3. cDNA will usually be too concentrated at the end of the protocol. Check the specifications of your favorite PCR protocols for ideal concentrations.

4. Remember that cDNA is a single stranded nucleic acid, which can form stable secondary structures. Use of DMSO, and hot-start PCR generally gave us better amplification results.


The Berkeley iGEM team 2013 has determined the enzyme kinetics of FMO and GLU (data for: FMO and GLU) based on the Michaelis-Menten kinetics model. Our purpose of determining kinetics was to give a quantitative data of how fast these enzymes can turnover their respective substrates, which is very useful when considering scaling up the process and for future iGEM teams when they use our enzymes.

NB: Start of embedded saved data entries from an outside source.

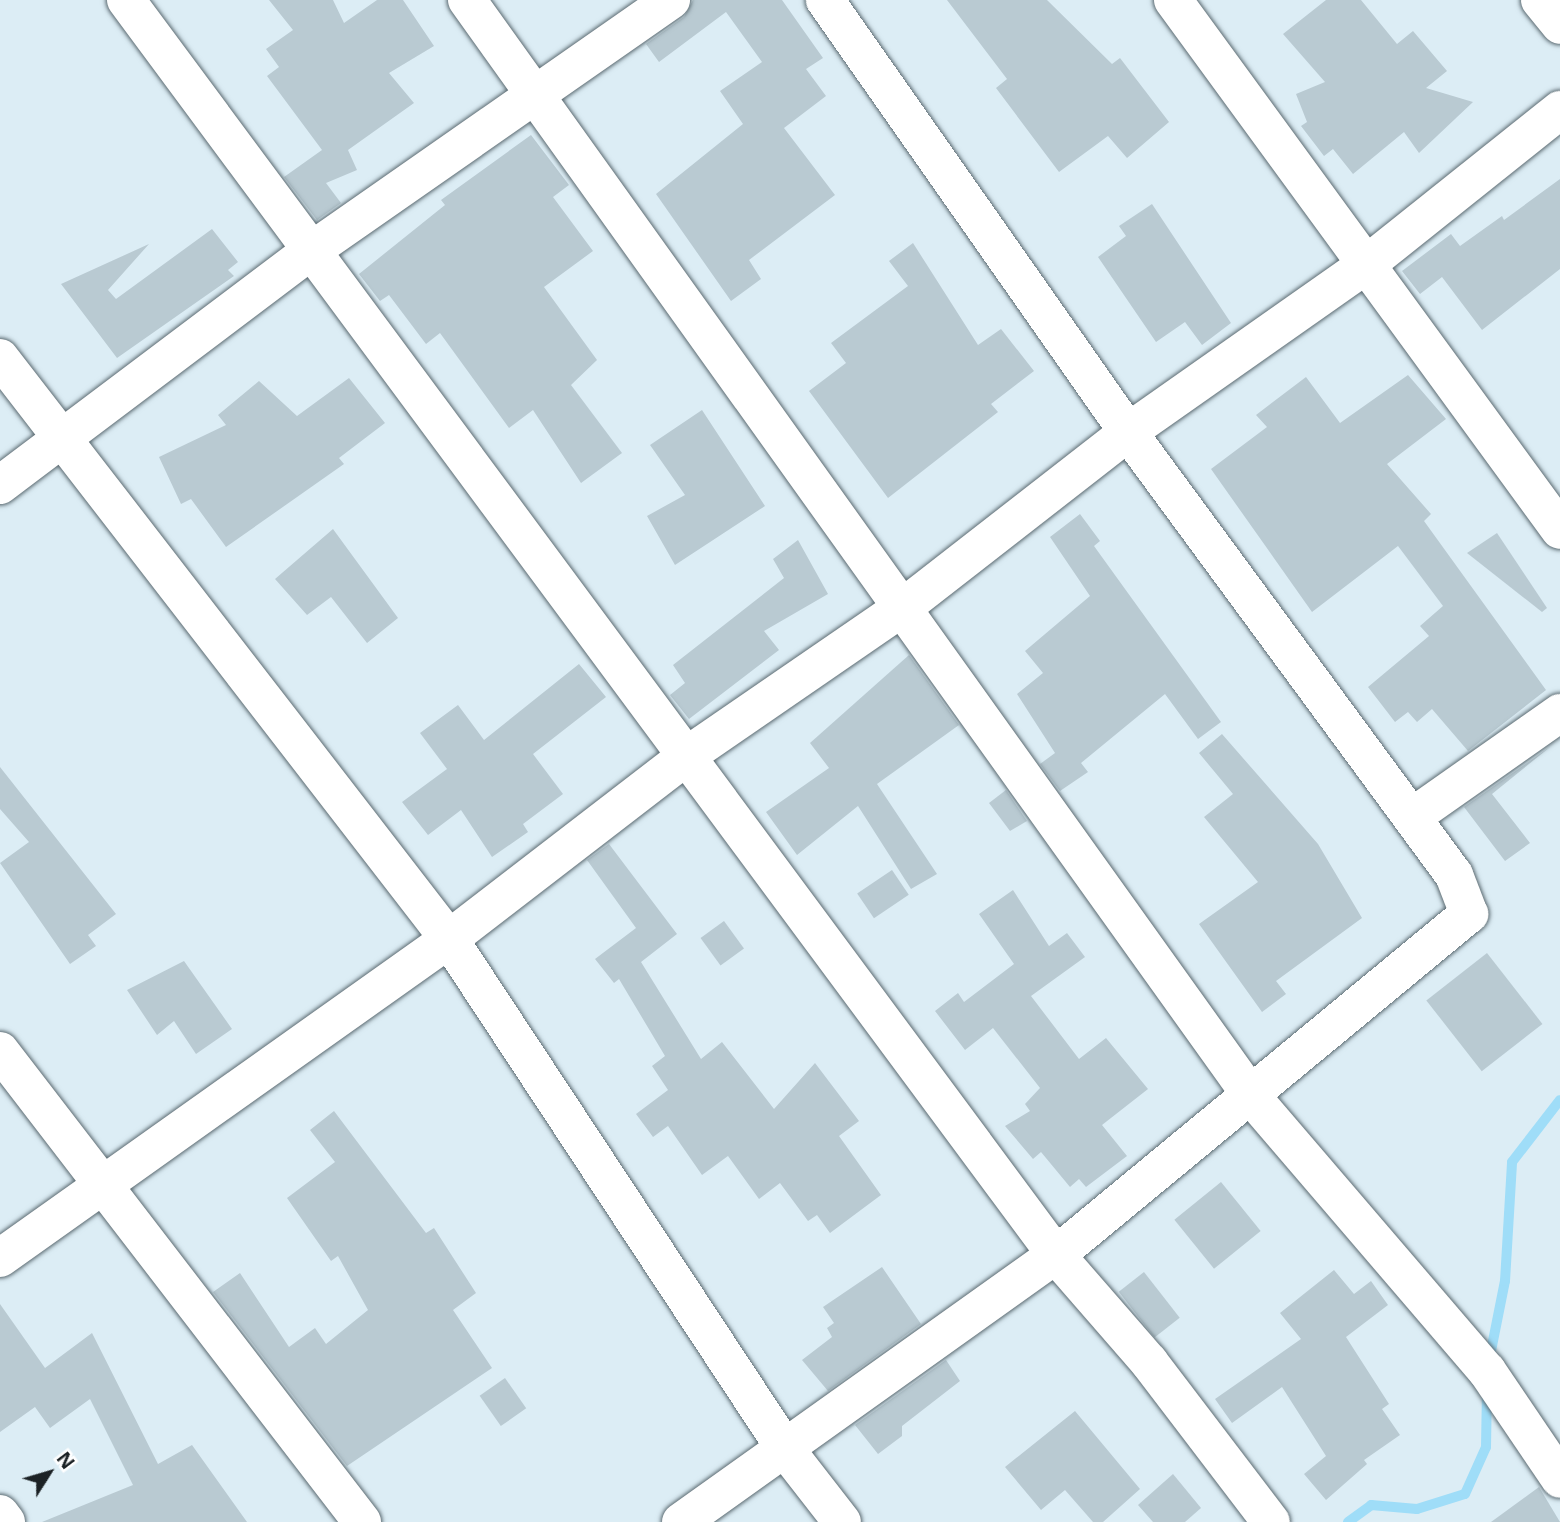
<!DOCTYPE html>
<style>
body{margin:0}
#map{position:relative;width:1560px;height:1522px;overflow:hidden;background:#dcedf5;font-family:"Noto Sans",sans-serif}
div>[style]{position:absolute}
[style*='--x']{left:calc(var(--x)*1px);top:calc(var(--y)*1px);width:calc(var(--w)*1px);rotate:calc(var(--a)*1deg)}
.stream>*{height:10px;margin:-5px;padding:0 5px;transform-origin:5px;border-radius:5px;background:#9fddf8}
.building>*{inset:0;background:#b9cad2;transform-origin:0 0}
.roads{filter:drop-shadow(0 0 2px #5b6a71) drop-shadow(0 0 2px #5b6a71)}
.minor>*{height:38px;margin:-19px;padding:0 19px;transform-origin:19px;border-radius:19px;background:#fff}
span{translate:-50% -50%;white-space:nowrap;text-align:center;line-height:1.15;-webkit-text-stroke:7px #fff;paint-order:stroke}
.north{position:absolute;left:14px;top:1438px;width:70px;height:70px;-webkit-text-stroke:5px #fff;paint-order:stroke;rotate:53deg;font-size:19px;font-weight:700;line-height:28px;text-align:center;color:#1c2225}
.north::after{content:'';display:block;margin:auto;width:24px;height:32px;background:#1c2225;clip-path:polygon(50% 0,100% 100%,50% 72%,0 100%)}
</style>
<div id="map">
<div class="stream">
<i style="--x:1489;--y:1361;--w:82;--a:-78.7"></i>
<i style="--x:1505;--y:1281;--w:119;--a:-86.6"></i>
<i style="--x:1512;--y:1162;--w:78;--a:-52.3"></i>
<i style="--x:1348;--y:1522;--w:29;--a:-36"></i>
<i style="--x:1371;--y:1505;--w:46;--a:5"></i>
<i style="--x:1417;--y:1509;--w:50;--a:-17.4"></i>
<i style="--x:1465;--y:1494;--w:51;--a:-65.9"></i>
<i style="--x:1486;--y:1447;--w:56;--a:-89"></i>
</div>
<div class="building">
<i style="clip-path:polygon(269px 0,333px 0,344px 23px,377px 0,403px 0,434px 46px,389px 73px,414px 103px,348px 150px,357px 170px,326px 183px,341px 203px,317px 220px,284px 177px,322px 150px,267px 76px,279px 67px,266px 49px,293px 30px)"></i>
<i style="clip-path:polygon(693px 0,782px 0,823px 58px,806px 69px,826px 96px,784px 128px,835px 195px,749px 260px,761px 279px,731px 301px,656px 194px,743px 124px,720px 91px,762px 62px,726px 12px,659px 62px,646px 44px,684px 17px)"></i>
<i style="clip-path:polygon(947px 0,1047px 0,1112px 64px,1120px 58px,1169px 122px,1127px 158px,1108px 136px,1059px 172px,996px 88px,1007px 79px)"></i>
<i style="clip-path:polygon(1326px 0,1361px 0,1397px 44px,1413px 31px,1447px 71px,1426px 88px,1473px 102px,1419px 153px,1404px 132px,1353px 174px,1333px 149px,1324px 156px,1301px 126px,1307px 122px,1296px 94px,1325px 82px,1283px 34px)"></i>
<i style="clip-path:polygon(531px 135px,569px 185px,553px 197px,593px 251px,544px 287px,597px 360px,571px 385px,622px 453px,581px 483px,533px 410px,509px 428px,440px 333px,426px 344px,389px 295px,380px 301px,359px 274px,445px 205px,441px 200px)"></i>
<i style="clip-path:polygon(1560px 179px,1560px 269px,1482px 330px,1442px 277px,1420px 294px,1402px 271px,1451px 234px,1460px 246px,1502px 216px,1504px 220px)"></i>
<i style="clip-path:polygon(1152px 204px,1231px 323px,1202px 345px,1185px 322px,1156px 342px,1098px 257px,1126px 236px,1119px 226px)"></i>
<i style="clip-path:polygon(212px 229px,238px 262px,228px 270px,234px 276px,117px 358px,61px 284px,149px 244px,108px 290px,116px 299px)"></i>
<i style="clip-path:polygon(913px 243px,978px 345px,1001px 329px,1034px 371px,991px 404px,998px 412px,888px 498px,809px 391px,846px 363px,831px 343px,908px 286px,889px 261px)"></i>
<i style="clip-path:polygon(1408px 375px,1446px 419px,1387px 464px,1431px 514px,1424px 521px,1546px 690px,1468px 751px,1432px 709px,1417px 722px,1408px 712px,1395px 722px,1368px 687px,1429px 636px,1420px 626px,1443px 606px,1398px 546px,1312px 612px,1211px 469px,1267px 427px,1256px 415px,1306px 377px,1340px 423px)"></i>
<i style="clip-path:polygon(349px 378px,385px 423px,339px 458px,344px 464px,226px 547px,191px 499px,181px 504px,159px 457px,226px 425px,218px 415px,259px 381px,297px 416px)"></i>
<i style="clip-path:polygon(702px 410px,765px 506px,675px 565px,647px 516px,685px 495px,650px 445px)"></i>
<i style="clip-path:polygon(1080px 514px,1100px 541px,1094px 546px,1221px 722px,1198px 739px,1165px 694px,1081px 763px,1088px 772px,1060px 791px,1040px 764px,1055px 753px,1017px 694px,1043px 673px,1025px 651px,1090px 596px,1050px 537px)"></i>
<i style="clip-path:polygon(333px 529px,398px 618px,367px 643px,331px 597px,307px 615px,275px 579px)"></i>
<i style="clip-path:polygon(1497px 533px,1547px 608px,1542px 612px,1467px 553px)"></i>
<i style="clip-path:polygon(798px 540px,828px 594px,764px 631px,779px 650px,689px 719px,670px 695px,685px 683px,673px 665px,784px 578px,773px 559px)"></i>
<i style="clip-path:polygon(909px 655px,959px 725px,877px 784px,937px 874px,911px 889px,858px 806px,797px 855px,766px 812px,829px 768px,810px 743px)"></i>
<i style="clip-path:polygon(579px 664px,606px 697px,533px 754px,563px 794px,523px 824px,528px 832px,492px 857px,461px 810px,428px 835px,402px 802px,447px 769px,420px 733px,458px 705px,484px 740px)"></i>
<i style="clip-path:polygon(1222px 734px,1318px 844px,1362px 918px,1276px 981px,1286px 994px,1262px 1012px,1199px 924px,1258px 882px,1204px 817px,1233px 794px,1199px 753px)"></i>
<i style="clip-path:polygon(1550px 747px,1492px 794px,1530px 843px,1505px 861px,1464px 807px)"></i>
<i style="clip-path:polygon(0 767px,116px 914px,88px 935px,96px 946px,70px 964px,0 863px,29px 842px,0 809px)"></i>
<i style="clip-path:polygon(1006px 790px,1027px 821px,1010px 831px,989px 803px)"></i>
<i style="clip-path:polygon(609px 844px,677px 934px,641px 962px,701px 1059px,722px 1042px,774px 1109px,815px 1063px,859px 1121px,839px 1136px,881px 1195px,830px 1233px,817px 1215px,808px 1221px,780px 1183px,759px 1199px,728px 1156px,702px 1175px,668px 1126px,653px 1137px,636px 1114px,668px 1090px,652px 1066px,665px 1056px,619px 979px,614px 983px,595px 959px,636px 928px,587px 860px)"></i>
<i style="left:892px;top:870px;width:30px;height:42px;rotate:56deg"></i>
<i style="clip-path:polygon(1013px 890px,1049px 946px,1067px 933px,1085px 957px,1031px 996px,1079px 1059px,1106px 1038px,1148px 1089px,1102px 1125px,1127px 1156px,1086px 1187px,1079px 1179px,1070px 1187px,1041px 1152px,1033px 1159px,1005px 1126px,1030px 1111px,1025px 1104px,1040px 1088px,993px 1028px,965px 1050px,935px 1011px,958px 993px,964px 1002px,1014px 964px,979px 914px)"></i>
<i style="left:724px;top:921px;width:34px;height:29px;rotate:54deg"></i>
<i style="left:1487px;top:953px;width:90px;height:77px;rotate:52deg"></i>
<i style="clip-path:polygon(184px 961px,232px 1029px,196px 1054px,174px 1021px,157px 1035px,127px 990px)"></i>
<i style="clip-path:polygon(334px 1111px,426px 1233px,434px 1228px,476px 1293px,453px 1310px,492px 1368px,347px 1466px,213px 1292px,240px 1273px,289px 1347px,315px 1328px,326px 1344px,368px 1310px,338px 1256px,331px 1261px,287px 1198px,335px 1162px,310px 1130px)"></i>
<i style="left:1221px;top:1182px;width:63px;height:60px;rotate:51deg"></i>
<i style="clip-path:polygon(882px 1267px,921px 1324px,828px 1391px,802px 1360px,832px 1337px,827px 1328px,834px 1323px,823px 1307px)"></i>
<i style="clip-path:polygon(1334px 1270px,1354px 1294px,1371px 1281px,1388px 1305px,1346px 1337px,1389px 1404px,1382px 1409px,1400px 1435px,1364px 1460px,1367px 1464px,1326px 1500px,1304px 1474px,1326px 1456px,1282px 1387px,1232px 1423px,1215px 1399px,1301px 1339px,1280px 1313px)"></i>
<i style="left:1144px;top:1272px;width:58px;height:32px;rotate:52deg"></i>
<i style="clip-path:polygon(0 1304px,45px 1368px,92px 1333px,158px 1464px,192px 1445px,247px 1522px,42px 1522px,133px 1485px,90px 1399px,50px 1428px,35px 1407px,0 1432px)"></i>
<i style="clip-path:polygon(946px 1360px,960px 1381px,902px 1426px,902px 1436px,878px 1454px,855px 1425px)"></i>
<i style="left:505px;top:1378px;width:37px;height:31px;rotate:55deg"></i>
<i style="clip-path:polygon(1075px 1411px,1140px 1489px,1103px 1522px,1093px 1522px,1065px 1490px,1041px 1510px,1005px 1467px)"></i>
<i style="clip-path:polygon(1173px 1474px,1201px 1508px,1185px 1522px,1153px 1522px,1138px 1505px)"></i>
<i style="clip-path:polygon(1539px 1487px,1560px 1522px,1491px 1522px)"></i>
</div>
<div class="roads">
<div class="minor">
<i style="--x:126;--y:0;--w:1562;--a:53.46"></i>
<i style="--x:1056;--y:1255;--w:142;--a:49"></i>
<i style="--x:1149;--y:1362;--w:201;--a:52.7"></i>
<i style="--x:467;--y:0;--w:1349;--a:54.41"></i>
<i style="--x:1252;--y:1097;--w:361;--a:49.4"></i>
<i style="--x:1487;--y:1371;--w:130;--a:55.9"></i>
<i style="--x:1173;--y:0;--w:656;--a:53.86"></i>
<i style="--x:1540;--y:0;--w:32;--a:51"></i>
<i style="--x:0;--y:358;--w:734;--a:52.3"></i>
<i style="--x:449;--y:939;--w:612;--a:56.6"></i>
<i style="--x:786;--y:1450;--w:91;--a:52.1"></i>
<i style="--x:0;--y:485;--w:389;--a:-37"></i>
<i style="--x:311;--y:251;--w:439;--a:-34.9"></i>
<i style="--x:1412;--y:817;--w:181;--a:-35.1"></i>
<i style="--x:0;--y:1051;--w:594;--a:52.45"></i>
<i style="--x:0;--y:1258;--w:551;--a:-35.39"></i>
<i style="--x:449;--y:939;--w:298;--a:-37.6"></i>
<i style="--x:685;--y:757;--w:268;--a:-34.5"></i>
<i style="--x:906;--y:605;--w:281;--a:-37.9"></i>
<i style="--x:1128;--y:432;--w:292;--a:-35.1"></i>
<i style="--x:1367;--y:264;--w:247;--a:-38.6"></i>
<i style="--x:0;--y:1514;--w:10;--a:53"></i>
<i style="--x:681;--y:1522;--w:460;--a:-35.5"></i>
<i style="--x:1056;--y:1255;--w:536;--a:-39.55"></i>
<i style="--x:1469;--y:914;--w:42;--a:-111"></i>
<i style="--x:1454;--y:875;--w:550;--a:-126.35"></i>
<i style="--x:1128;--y:432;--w:528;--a:-125.05"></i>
</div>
</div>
<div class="north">N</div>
</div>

  • Purified Enzyme: FMO or GLU
    • Substrate:
    • FMO: Indole, NADPH (co-factor)
    • GLU: Indican
  • TECAN Plate Reader and TECAN Plate
  • Solvents: DMSO, Water


1. Determining the Concentration of Purified Enzyme

We followed the protocol from Bio-Rad’s Bradford Assay to determine the concentration of purified FMO and GLU.

We determined the concentration of our purified enzyme to be 4.2 mg/L for FMO and 3.5 mg/L for GLU.

2. Determining the Michaelis Menten kinetics

IMPORTANT: We assumed that the oxidation step from indoxyl to indigo is much faster than the formation of indoxyl via FMO (indole to indoxyl) or GLU (indican to indoxyl).

1. FMO: In each well of the TECAN plate, we added 0.3 mM of NADPH, purified FMO and various indole concentrations (0, 0.35, 0.50, 0.71, 1.02, 1.46, 2.09, 2.99, 4.27 mM) at 5% DMSO.

Note: The 5% DMSO originates from the fact that indole had to be dissolved in DMSO. We recommend minimal DMSO because FMO is sensitive to DMSO.

1. GLU: In each well of the TECAN plate, we added purified GLU and various indican concentrations (0, 0.10, 0.19, 0.39, 0.78, 1.55, 3.10, 6.20, 12.40 mM) dissolved in water.

2. Using a TECAN plate reader, we determined the absorbance at 620 nm (peak wavelength at which indigo absorbs) every minute for 50 minutes.

3. The absorbance data was converted into concentration of indigo based on the indigo standard we have determined previously.

4. We wrote a MATLAB code to automate analysis and generated the Michaelis-Menten Km.